Year of opportunity for O2 and Sky ?
At the end of Q1 2008 OFCOM reported 16.2 million residential and SME broadband connections, a figure that probably exceeds 17 million today. This is about half the total number of fixed line telephone connections.
Sky report some 9 million subscribers to their TV service, and O2 are listed by OFCOM as having the largest number of mobile subscribers in Q1 2008 at 7m on contract plus 11.4m on pre-pay.
Given the large presence of Sky and O2 in UK households there would appear to be a large opportunity for those companies to do much better in the broadband sector. Sky will provide basic broadband to its subscribers in LLU areas for no extra cost and O2 will provide their mobile users (contract and PAYG) in LLU areas with up to 8M broadband service for £7.34 per month or up to 20M for £9.79 per month.

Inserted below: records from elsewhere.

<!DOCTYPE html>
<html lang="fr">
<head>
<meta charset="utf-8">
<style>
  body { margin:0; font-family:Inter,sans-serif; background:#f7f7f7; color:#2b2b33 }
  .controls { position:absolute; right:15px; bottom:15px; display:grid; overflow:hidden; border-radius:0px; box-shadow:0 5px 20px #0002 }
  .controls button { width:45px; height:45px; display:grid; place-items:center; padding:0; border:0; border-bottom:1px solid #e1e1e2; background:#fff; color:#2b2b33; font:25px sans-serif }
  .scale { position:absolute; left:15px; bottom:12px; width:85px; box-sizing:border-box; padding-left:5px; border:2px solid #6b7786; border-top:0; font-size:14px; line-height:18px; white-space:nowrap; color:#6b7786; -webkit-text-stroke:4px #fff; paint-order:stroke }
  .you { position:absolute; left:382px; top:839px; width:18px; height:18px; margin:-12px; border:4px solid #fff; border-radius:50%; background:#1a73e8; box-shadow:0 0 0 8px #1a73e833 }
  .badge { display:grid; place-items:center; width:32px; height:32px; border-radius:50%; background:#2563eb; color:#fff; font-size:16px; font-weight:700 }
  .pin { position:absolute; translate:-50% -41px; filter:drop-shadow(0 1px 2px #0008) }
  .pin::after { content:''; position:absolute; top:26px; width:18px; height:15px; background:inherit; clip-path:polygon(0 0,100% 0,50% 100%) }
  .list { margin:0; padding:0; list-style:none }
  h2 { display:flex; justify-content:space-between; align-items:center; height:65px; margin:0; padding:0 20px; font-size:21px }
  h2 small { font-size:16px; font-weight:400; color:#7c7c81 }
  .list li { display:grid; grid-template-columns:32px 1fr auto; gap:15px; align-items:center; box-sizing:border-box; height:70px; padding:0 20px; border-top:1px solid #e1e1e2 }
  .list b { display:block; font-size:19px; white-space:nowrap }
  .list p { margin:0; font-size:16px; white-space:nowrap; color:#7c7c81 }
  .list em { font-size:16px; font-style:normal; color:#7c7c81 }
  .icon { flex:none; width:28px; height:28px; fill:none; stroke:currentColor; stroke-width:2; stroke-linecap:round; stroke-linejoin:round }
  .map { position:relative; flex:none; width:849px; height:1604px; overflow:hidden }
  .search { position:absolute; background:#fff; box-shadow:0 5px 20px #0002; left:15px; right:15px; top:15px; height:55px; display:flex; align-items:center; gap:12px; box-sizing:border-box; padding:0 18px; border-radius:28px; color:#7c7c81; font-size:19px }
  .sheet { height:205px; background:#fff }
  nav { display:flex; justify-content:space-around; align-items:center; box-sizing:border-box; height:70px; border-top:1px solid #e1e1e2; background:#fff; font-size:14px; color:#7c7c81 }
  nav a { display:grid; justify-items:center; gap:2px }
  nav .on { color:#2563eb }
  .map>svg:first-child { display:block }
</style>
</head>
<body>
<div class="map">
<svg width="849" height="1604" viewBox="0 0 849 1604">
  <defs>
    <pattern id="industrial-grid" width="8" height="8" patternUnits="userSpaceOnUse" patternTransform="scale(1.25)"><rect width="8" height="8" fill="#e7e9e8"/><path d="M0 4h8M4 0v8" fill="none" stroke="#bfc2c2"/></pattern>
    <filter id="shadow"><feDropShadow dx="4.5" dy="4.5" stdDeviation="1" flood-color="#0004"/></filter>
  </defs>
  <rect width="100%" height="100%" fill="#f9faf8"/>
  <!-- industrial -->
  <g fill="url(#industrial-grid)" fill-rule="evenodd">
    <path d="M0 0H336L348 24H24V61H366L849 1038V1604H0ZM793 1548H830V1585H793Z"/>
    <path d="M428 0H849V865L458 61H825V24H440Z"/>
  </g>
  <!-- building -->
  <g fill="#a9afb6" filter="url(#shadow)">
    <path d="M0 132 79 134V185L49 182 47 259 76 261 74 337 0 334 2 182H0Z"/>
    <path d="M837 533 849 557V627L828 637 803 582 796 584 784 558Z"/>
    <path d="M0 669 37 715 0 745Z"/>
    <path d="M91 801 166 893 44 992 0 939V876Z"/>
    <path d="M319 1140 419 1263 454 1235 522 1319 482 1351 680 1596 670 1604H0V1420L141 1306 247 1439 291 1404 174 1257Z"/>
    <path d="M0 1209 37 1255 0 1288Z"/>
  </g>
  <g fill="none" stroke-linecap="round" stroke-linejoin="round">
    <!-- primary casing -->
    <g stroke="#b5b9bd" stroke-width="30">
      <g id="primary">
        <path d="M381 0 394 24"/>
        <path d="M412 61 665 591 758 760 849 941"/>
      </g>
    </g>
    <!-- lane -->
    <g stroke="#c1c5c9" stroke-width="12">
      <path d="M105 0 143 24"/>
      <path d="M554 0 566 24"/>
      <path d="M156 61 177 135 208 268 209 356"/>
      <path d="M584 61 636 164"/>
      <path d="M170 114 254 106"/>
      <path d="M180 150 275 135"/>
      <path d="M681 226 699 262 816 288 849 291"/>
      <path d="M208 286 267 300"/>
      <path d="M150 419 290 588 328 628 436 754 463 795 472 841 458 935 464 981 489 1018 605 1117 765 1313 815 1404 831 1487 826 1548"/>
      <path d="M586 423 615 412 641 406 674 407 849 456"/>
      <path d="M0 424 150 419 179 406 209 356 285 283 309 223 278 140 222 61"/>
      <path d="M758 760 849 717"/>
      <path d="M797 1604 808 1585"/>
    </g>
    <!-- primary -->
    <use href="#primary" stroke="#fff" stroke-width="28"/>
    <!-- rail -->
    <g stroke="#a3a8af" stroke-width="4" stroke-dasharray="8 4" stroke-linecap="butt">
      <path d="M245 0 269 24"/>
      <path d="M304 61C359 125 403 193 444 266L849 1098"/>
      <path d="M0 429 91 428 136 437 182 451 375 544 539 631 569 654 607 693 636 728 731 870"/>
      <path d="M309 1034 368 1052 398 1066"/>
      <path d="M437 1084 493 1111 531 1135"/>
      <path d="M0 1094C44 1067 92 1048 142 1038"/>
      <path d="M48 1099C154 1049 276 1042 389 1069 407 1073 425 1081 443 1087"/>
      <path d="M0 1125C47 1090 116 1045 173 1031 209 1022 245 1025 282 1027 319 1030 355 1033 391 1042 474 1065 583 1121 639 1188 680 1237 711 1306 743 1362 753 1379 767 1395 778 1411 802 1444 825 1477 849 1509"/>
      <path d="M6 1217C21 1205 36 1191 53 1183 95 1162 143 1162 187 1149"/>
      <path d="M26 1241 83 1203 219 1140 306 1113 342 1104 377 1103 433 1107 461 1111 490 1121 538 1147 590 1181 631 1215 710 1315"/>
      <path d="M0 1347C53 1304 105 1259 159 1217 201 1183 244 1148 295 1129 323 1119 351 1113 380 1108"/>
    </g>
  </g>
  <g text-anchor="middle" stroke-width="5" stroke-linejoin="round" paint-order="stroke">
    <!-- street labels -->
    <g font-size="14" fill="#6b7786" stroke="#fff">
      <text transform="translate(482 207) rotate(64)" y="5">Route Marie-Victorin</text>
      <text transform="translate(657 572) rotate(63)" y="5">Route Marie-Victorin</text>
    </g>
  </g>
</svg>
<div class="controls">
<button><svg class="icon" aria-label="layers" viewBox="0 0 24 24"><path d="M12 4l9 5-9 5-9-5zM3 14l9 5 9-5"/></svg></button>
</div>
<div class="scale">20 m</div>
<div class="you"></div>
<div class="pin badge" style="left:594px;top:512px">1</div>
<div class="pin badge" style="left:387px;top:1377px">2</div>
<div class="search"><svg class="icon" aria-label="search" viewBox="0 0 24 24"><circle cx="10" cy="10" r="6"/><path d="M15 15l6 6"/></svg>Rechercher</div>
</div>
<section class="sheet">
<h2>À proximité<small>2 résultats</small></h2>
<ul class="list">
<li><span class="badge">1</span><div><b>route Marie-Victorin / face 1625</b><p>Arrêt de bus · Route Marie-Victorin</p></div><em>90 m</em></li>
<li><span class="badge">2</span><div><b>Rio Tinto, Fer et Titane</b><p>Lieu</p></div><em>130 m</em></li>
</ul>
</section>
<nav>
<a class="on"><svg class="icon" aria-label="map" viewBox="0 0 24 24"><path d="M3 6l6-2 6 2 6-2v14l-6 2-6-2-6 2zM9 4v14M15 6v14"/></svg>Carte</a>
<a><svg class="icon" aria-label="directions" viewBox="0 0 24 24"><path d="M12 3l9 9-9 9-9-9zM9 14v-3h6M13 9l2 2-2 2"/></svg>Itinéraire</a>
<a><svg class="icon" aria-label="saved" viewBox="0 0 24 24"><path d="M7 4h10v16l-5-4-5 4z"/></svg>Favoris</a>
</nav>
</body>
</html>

ISPreview list Sky as having 1.8m broadband subscribers and O2 a mere 267,000. The proportion of O2 subscribers taking up the broadband is only 1.45% which is incredibly low given their pricing and the availability of O2 LLU to well over half the population. Even non-O2 mobile users only pay an extra £5 per month over the above figures. Sky’s 22.5% is more respectable but still low when one considers that 60% of households have broadband and some 70% have access to Sky LLU at no extra charge.
Both Sky and O2 were late coming to the Broadband party, and O2 are still enabling exchanges with their LLU service, but surely this is the year for them to exploit the churn of users coming off 12 month contracts and gain a market share more in line with their presence in the Pay TV and Mobile phone markets.

January 6th, 2009 at 12:09 pm
I have been waiting for Sky to unbundle my exchange in Shirley, Birmingham for the past 2 years. It appears they have stopped their unbundling for some reason.